Com a corrida pelo Governo de Pernambuco começando a ganhar contornos mais definidos, o prefeito do Recife, João Campos (PSB), e a governadora Raquel Lyra (PSD) já enfrentam um dos desafios mais sensíveis do processo eleitoral de 2026: a montagem da chapa majoritária, especialmente no que diz respeito às vagas para o Senado Federal.

No campo liderado por João Campos, o problema não é a falta, mas o excesso de pretendentes. Pelo menos três nomes disputam espaço por uma mesma vaga ao Senado: Miguel Coelho (União Brasil), Marília Arraes (Solidariedade) e Silvio Costa Filho (Republicanos). Isso porque, em tese, a outra vaga já estaria reservada ao senador Humberto Costa (PT), aliado estratégico do campo progressista e elo importante na relação com o governo federal.

Para ampliar ainda mais a complexidade do cenário, existe a possibilidade de uma composição com o deputado federal Eduardo da Fonte (PP), o que aumentaria a pressão sobre João Campos para acomodar interesses e evitar rupturas dentro de sua base aliada.

Se de um lado João Campos precisa administrar expectativas e conter disputas internas, do outro Raquel Lyra enfrenta uma situação oposta: a escassez de nomes dispostos a integrar sua chapa ao Senado. Até o momento, apenas o senador Fernando Dueire (MDB) tem demonstrado entusiasmo público para compor o projeto da governadora. Já Eduardo da Fonte, embora seja considerado o nome mais robusto da base governista para a disputa senatorial, ainda não sinalizou oficialmente intenção de concorrer pela chapa liderada por Raquel.
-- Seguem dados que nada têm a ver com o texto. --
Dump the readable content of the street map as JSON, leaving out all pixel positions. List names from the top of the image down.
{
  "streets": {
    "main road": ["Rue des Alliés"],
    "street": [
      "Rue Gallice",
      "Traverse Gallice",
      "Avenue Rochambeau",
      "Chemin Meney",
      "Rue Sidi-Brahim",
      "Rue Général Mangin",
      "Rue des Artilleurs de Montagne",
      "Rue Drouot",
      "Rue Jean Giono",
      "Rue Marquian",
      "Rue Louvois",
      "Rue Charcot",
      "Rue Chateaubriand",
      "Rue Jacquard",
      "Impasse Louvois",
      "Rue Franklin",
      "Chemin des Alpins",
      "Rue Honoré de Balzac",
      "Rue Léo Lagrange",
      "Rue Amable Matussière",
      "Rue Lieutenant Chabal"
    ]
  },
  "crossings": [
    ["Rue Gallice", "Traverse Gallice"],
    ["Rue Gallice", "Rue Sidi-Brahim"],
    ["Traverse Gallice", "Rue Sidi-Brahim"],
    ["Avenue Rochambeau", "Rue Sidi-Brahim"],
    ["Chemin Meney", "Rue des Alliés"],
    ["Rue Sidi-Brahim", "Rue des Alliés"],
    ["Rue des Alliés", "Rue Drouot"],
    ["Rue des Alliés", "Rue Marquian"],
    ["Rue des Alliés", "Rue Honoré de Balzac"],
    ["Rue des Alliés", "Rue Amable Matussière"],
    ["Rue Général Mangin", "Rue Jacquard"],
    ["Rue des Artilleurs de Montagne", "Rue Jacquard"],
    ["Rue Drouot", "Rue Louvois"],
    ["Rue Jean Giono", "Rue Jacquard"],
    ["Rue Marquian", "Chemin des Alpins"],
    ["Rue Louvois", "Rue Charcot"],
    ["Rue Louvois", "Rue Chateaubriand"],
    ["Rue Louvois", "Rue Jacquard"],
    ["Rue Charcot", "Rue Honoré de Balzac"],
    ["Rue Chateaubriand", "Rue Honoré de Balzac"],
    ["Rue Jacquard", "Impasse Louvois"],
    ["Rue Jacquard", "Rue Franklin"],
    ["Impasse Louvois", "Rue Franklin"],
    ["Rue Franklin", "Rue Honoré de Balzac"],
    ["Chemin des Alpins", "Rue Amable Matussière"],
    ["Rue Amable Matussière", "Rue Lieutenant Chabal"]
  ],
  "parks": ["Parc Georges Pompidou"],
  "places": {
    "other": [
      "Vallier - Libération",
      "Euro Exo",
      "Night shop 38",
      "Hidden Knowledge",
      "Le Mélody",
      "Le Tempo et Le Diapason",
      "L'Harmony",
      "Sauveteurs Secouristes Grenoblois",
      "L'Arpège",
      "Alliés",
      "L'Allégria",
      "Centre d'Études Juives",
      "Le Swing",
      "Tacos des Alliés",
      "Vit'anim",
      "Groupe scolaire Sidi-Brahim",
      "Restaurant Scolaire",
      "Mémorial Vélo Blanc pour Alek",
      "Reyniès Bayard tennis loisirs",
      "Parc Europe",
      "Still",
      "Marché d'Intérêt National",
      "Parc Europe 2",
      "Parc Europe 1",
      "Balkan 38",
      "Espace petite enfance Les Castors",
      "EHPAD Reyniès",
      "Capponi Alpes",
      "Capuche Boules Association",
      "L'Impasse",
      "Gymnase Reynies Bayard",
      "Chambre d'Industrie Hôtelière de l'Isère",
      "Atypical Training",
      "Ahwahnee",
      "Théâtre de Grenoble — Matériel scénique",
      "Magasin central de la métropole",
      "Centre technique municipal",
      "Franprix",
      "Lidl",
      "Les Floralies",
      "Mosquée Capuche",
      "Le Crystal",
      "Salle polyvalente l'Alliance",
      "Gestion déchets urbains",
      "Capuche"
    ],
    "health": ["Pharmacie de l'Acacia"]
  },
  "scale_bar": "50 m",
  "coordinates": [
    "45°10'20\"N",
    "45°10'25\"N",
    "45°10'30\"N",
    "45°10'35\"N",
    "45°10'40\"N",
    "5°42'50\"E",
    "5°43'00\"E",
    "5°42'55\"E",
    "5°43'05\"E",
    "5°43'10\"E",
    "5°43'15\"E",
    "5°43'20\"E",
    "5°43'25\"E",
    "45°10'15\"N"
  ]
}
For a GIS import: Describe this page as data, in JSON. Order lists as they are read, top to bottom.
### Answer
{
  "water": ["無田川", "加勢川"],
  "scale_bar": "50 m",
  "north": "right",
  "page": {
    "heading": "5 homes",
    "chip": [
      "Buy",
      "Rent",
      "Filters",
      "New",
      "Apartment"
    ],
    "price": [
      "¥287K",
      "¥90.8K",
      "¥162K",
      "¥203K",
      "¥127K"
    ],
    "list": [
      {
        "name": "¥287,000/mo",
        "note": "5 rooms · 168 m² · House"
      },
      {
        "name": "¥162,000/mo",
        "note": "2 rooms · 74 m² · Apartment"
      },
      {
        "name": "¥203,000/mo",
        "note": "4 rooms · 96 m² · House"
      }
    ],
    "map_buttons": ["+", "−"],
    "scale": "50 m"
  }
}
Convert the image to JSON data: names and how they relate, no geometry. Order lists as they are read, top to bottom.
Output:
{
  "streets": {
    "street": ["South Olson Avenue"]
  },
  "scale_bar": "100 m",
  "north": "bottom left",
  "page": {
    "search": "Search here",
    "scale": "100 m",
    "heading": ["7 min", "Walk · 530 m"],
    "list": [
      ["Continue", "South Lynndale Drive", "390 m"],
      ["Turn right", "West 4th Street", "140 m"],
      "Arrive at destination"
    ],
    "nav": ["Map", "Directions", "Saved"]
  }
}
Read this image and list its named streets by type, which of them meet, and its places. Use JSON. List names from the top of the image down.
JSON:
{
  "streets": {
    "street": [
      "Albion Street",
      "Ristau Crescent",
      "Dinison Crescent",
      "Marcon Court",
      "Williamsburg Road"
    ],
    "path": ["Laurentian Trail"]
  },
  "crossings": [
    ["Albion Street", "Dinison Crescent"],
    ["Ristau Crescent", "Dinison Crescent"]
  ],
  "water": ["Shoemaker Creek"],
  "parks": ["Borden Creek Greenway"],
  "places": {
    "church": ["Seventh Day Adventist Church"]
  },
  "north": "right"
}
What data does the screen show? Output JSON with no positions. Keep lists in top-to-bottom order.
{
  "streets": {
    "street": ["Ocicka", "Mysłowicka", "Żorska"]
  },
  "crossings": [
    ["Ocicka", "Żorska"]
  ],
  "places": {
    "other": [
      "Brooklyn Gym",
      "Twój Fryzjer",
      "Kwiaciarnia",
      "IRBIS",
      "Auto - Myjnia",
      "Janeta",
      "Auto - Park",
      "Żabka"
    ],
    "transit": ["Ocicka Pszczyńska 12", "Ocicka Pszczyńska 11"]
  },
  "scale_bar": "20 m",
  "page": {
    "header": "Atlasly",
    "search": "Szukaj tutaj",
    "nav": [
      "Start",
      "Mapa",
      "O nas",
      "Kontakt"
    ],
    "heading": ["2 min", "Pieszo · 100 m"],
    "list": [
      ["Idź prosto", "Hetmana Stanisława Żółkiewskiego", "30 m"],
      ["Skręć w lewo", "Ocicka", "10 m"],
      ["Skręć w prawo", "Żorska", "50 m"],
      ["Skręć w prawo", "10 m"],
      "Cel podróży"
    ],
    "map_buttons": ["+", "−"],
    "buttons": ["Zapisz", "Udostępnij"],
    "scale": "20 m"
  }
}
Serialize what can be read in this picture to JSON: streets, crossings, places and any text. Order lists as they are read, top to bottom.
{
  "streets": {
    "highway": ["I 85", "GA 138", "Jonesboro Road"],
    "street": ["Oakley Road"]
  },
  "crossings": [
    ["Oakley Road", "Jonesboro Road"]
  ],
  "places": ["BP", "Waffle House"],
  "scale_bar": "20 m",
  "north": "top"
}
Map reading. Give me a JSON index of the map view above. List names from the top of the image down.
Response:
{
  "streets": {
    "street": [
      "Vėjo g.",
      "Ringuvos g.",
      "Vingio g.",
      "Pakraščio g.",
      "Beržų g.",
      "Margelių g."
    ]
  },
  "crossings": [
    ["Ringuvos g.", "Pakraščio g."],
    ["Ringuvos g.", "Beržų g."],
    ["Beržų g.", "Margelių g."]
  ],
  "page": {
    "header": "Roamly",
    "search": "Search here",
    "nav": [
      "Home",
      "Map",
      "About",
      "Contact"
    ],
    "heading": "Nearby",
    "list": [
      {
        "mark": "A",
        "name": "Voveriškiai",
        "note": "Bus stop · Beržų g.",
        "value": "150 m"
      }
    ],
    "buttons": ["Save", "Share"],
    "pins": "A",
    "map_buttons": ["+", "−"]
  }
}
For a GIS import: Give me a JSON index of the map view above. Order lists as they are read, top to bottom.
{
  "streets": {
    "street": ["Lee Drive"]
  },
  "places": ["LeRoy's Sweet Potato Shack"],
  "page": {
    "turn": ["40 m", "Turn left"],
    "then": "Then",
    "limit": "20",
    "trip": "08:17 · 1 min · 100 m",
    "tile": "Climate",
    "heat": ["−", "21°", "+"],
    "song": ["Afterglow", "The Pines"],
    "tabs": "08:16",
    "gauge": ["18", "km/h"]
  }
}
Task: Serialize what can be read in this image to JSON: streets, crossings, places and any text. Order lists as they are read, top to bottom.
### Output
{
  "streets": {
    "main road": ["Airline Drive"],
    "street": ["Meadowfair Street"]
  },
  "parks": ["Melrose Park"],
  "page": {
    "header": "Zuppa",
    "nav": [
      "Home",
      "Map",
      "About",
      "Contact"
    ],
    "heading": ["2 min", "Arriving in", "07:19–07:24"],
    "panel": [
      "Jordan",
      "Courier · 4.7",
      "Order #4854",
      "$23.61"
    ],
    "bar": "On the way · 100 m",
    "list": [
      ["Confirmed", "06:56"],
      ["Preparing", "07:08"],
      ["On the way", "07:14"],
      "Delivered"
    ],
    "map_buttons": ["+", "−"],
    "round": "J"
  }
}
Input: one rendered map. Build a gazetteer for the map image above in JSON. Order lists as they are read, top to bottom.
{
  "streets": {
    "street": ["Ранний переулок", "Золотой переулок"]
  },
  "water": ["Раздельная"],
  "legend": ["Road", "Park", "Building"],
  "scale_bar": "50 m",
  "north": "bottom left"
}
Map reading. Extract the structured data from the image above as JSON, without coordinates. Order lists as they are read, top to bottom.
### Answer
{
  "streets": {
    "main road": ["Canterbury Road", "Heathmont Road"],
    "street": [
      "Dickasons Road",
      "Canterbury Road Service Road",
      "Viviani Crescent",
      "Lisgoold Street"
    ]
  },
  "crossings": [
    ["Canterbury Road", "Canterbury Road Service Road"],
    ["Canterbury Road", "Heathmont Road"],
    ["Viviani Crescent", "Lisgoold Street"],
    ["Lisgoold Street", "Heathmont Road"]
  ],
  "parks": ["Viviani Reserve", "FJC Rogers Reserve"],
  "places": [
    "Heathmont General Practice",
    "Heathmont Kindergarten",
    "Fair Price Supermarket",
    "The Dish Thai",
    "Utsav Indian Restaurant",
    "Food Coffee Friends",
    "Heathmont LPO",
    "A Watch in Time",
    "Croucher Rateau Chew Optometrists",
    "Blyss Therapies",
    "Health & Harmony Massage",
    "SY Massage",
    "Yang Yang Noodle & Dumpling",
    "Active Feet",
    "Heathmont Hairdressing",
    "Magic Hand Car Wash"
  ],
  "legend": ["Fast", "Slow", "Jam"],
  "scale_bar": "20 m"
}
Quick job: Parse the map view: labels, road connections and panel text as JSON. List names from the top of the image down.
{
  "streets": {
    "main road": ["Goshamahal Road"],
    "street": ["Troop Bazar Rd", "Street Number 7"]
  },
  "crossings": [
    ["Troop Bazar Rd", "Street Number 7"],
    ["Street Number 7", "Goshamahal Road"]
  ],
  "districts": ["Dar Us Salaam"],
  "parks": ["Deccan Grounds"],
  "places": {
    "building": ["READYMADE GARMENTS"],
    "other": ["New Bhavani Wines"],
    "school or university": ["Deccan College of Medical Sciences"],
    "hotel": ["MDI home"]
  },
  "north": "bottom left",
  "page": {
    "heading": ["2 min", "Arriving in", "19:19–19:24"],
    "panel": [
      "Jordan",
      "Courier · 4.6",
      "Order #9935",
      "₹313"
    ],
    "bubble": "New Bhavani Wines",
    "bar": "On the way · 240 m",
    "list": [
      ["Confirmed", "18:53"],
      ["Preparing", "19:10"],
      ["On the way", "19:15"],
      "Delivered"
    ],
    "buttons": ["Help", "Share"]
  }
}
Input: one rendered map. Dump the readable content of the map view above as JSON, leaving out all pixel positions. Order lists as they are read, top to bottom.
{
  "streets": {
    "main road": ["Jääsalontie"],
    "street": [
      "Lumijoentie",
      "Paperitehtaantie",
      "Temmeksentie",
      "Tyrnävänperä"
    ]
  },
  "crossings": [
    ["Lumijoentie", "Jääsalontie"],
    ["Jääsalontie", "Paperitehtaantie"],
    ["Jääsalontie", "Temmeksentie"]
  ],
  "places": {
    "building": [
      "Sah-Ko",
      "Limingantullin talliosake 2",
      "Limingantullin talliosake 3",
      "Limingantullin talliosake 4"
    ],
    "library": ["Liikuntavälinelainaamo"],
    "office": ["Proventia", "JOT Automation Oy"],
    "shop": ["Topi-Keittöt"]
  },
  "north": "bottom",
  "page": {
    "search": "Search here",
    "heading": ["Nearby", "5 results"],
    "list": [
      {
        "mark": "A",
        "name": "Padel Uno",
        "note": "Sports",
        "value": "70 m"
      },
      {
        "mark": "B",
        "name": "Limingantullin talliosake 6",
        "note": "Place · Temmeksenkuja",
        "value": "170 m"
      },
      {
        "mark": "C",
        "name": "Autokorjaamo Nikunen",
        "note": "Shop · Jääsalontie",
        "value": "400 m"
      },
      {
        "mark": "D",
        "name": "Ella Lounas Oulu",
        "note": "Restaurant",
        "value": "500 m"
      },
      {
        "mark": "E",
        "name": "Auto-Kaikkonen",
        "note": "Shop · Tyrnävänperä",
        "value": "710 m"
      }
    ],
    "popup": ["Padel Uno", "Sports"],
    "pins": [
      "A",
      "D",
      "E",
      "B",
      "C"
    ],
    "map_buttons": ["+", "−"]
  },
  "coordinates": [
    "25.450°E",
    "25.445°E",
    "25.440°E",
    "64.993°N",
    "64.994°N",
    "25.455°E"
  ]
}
Outro foco de tensão envolve o ex-prefeito de Jaboatão dos Guararapes e pré-candidato ao Senado, Anderson Ferreira (PL). Apesar de já ter declarado fidelidade política à governadora, o dirigente liberal observa com ressalvas a aproximação de Raquel Lyra com o lulismo, inclusive diante da possibilidade de composição com Humberto Costa.

Diante desse cenário, tanto João Campos quanto Raquel Lyra terão pela frente um verdadeiro “abacaxi político” para descascar. A definição da chapa majoritária, sobretudo no Senado, exigirá habilidade, concessões e muito jogo de cintura para evitar fissuras internas e garantir competitividade eleitoral nas eleições de 2026.